§ Task brief: Each record must be reproduced exactly as it is shown.
• • • • • • •
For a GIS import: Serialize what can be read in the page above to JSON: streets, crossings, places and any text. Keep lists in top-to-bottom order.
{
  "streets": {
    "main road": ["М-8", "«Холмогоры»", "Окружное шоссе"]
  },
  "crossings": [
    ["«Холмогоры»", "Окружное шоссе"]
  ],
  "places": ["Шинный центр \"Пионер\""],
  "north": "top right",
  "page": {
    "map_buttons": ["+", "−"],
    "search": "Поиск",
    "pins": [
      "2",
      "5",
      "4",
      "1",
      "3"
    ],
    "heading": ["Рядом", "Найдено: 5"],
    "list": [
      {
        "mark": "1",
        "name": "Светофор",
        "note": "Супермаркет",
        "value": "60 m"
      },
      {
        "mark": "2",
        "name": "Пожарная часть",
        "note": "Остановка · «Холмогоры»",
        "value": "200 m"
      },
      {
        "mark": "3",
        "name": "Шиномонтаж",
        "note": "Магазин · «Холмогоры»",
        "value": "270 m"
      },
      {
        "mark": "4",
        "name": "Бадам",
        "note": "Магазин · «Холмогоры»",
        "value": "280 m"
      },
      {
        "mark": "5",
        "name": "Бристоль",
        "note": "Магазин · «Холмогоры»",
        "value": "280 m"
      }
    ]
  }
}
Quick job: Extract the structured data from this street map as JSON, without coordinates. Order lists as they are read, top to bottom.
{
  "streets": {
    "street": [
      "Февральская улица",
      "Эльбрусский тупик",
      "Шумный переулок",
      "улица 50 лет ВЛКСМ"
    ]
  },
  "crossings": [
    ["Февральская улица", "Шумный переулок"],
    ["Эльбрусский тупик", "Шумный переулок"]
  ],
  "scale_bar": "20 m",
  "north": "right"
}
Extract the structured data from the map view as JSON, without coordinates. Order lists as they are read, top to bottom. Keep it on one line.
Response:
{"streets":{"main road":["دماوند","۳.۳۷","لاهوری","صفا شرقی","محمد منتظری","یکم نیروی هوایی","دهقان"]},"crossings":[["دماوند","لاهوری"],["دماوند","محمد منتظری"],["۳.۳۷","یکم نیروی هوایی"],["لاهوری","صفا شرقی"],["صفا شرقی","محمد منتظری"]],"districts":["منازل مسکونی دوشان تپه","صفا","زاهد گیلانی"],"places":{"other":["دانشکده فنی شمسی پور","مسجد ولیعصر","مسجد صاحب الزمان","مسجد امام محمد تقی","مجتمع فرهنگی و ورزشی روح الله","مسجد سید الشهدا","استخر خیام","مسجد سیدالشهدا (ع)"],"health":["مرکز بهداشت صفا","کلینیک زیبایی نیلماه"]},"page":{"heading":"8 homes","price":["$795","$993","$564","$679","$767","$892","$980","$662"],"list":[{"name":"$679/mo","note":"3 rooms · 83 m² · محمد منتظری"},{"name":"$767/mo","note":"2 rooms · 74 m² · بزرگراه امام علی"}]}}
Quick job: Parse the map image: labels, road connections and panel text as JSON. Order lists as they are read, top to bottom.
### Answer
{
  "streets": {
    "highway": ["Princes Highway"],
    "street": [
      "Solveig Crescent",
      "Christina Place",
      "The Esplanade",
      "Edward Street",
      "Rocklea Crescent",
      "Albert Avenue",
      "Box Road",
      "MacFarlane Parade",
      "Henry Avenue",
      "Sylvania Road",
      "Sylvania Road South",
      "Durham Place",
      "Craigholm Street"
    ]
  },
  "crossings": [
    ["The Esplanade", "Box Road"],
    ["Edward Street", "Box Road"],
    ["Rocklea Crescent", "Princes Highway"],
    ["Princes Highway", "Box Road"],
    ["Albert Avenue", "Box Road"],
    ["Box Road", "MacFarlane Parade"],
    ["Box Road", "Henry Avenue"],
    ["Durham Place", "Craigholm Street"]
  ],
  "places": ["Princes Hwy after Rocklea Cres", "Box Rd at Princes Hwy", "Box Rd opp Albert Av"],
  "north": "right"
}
• • • • • • •
§ Output of the exercise:
For a GIS import: Serialize what can be read in the page above to JSON: streets, crossings, places and any text. Keep lists in top-to-bottom order.
{
  "streets": {
    "main road": ["М-8", "«Холмогоры»", "Окружное шоссе"]
  },
  "crossings": [
    ["«Холмогоры»", "Окружное шоссе"]
  ],
  "places": ["Шинный центр \"Пионер\""],
  "north": "top right",
  "page": {
    "map_buttons": ["+", "−"],
    "search": "Поиск",
    "pins": [
      "2",
      "5",
      "4",
      "1",
      "3"
    ],
    "heading": ["Рядом", "Найдено: 5"],
    "list": [
      {
        "mark": "1",
        "name": "Светофор",
        "note": "Супермаркет",
        "value": "60 m"
      },
      {
        "mark": "2",
        "name": "Пожарная часть",
        "note": "Остановка · «Холмогоры»",
        "value": "200 m"
      },
      {
        "mark": "3",
        "name": "Шиномонтаж",
        "note": "Магазин · «Холмогоры»",
        "value": "270 m"
      },
      {
        "mark": "4",
        "name": "Бадам",
        "note": "Магазин · «Холмогоры»",
        "value": "280 m"
      },
      {
        "mark": "5",
        "name": "Бристоль",
        "note": "Магазин · «Холмогоры»",
        "value": "280 m"
      }
    ]
  }
}
Quick job: Extract the structured data from this street map as JSON, without coordinates. Order lists as they are read, top to bottom.
{
  "streets": {
    "street": [
      "Февральская улица",
      "Эльбрусский тупик",
      "Шумный переулок",
      "улица 50 лет ВЛКСМ"
    ]
  },
  "crossings": [
    ["Февральская улица", "Шумный переулок"],
    ["Эльбрусский тупик", "Шумный переулок"]
  ],
  "scale_bar": "20 m",
  "north": "right"
}
Extract the structured data from the map view as JSON, without coordinates. Order lists as they are read, top to bottom. Keep it on one line.
Response:
{"streets":{"main road":["دماوند","۳.۳۷","لاهوری","صفا شرقی","محمد منتظری","یکم نیروی هوایی","دهقان"]},"crossings":[["دماوند","لاهوری"],["دماوند","محمد منتظری"],["۳.۳۷","یکم نیروی هوایی"],["لاهوری","صفا شرقی"],["صفا شرقی","محمد منتظری"]],"districts":["منازل مسکونی دوشان تپه","صفا","زاهد گیلانی"],"places":{"other":["دانشکده فنی شمسی پور","مسجد ولیعصر","مسجد صاحب الزمان","مسجد امام محمد تقی","مجتمع فرهنگی و ورزشی روح الله","مسجد سید الشهدا","استخر خیام","مسجد سیدالشهدا (ع)"],"health":["مرکز بهداشت صفا","کلینیک زیبایی نیلماه"]},"page":{"heading":"8 homes","price":["$795","$993","$564","$679","$767","$892","$980","$662"],"list":[{"name":"$679/mo","note":"3 rooms · 83 m² · محمد منتظری"},{"name":"$767/mo","note":"2 rooms · 74 m² · بزرگراه امام علی"}]}}
Quick job: Parse the map image: labels, road connections and panel text as JSON. Order lists as they are read, top to bottom.
### Answer
{
  "streets": {
    "highway": ["Princes Highway"],
    "street": [
      "Solveig Crescent",
      "Christina Place",
      "The Esplanade",
      "Edward Street",
      "Rocklea Crescent",
      "Albert Avenue",
      "Box Road",
      "MacFarlane Parade",
      "Henry Avenue",
      "Sylvania Road",
      "Sylvania Road South",
      "Durham Place",
      "Craigholm Street"
    ]
  },
  "crossings": [
    ["The Esplanade", "Box Road"],
    ["Edward Street", "Box Road"],
    ["Rocklea Crescent", "Princes Highway"],
    ["Princes Highway", "Box Road"],
    ["Albert Avenue", "Box Road"],
    ["Box Road", "MacFarlane Parade"],
    ["Box Road", "Henry Avenue"],
    ["Durham Place", "Craigholm Street"]
  ],
  "places": ["Princes Hwy after Rocklea Cres", "Box Rd at Princes Hwy", "Box Rd opp Albert Av"],
  "north": "right"
}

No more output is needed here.